[[ COLLECTED MATERIAL open ]]

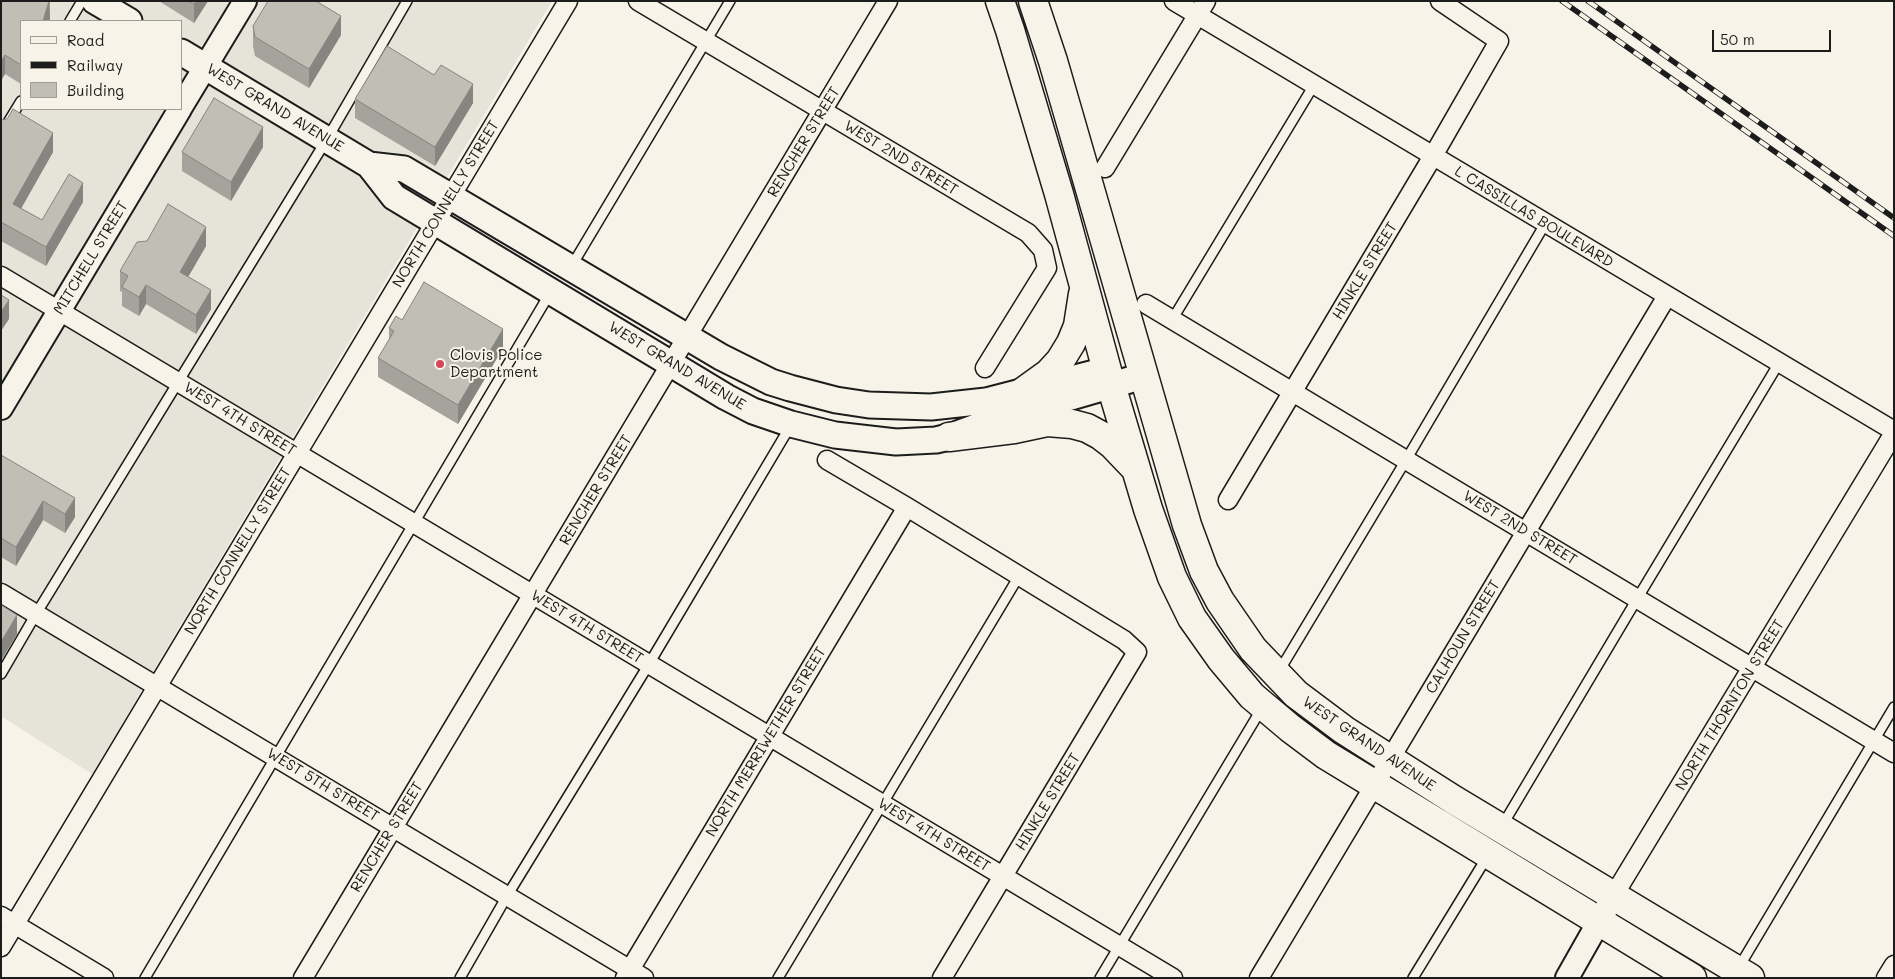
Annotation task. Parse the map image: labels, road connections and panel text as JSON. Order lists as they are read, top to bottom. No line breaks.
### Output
{"streets":{"highway":["WEST GRAND AVENUE"],"street":["RENCHER STREET","WEST 2ND STREET","NORTH CONNELLY STREET","L CASSILLAS BOULEVARD","MITCHELL STREET","HINKLE STREET","WEST 4TH STREET","CALHOUN STREET","NORTH THORNTON STREET","NORTH MERRIWETHER STREET","WEST 5TH STREET"]},"crossings":[["WEST GRAND AVENUE","RENCHER STREET"],["WEST GRAND AVENUE","NORTH CONNELLY STREET"],["WEST GRAND AVENUE","MITCHELL STREET"],["WEST GRAND AVENUE","CALHOUN STREET"],["WEST GRAND AVENUE","NORTH THORNTON STREET"],["RENCHER STREET","WEST 2ND STREET"],["RENCHER STREET","WEST 4TH STREET"],["RENCHER STREET","WEST 5TH STREET"],["WEST 2ND STREET","HINKLE STREET"],["WEST 2ND STREET","CALHOUN STREET"],["WEST 2ND STREET","NORTH THORNTON STREET"],["NORTH CONNELLY STREET","WEST 4TH STREET"],["NORTH CONNELLY STREET","WEST 5TH STREET"],["L CASSILLAS BOULEVARD","HINKLE STREET"],["L CASSILLAS BOULEVARD","CALHOUN STREET"],["L CASSILLAS BOULEVARD","NORTH THORNTON STREET"],["MITCHELL STREET","WEST 4TH STREET"],["HINKLE STREET","WEST 4TH STREET"],["WEST 4TH STREET","NORTH MERRIWETHER STREET"],["NORTH MERRIWETHER STREET","WEST 5TH STREET"]],"places":["Clovis Police Department"],"legend":["Road","Railway","Building"],"scale_bar":"50 m"}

[[ COLLECTED MATERIAL closed ]]

▸ **REQUIRED WORK**
Your copy should match the data above exactly, apart from the pictures.

▸ **TASK RESPONSE**
Annotation task. Parse the map image: labels, road connections and panel text as JSON. Order lists as they are read, top to bottom. No line breaks.
### Output
{"streets":{"highway":["WEST GRAND AVENUE"],"street":["RENCHER STREET","WEST 2ND STREET","NORTH CONNELLY STREET","L CASSILLAS BOULEVARD","MITCHELL STREET","HINKLE STREET","WEST 4TH STREET","CALHOUN STREET","NORTH THORNTON STREET","NORTH MERRIWETHER STREET","WEST 5TH STREET"]},"crossings":[["WEST GRAND AVENUE","RENCHER STREET"],["WEST GRAND AVENUE","NORTH CONNELLY STREET"],["WEST GRAND AVENUE","MITCHELL STREET"],["WEST GRAND AVENUE","CALHOUN STREET"],["WEST GRAND AVENUE","NORTH THORNTON STREET"],["RENCHER STREET","WEST 2ND STREET"],["RENCHER STREET","WEST 4TH STREET"],["RENCHER STREET","WEST 5TH STREET"],["WEST 2ND STREET","HINKLE STREET"],["WEST 2ND STREET","CALHOUN STREET"],["WEST 2ND STREET","NORTH THORNTON STREET"],["NORTH CONNELLY STREET","WEST 4TH STREET"],["NORTH CONNELLY STREET","WEST 5TH STREET"],["L CASSILLAS BOULEVARD","HINKLE STREET"],["L CASSILLAS BOULEVARD","CALHOUN STREET"],["L CASSILLAS BOULEVARD","NORTH THORNTON STREET"],["MITCHELL STREET","WEST 4TH STREET"],["HINKLE STREET","WEST 4TH STREET"],["WEST 4TH STREET","NORTH MERRIWETHER STREET"],["NORTH MERRIWETHER STREET","WEST 5TH STREET"]],"places":["Clovis Police Department"],"legend":["Road","Railway","Building"],"scale_bar":"50 m"}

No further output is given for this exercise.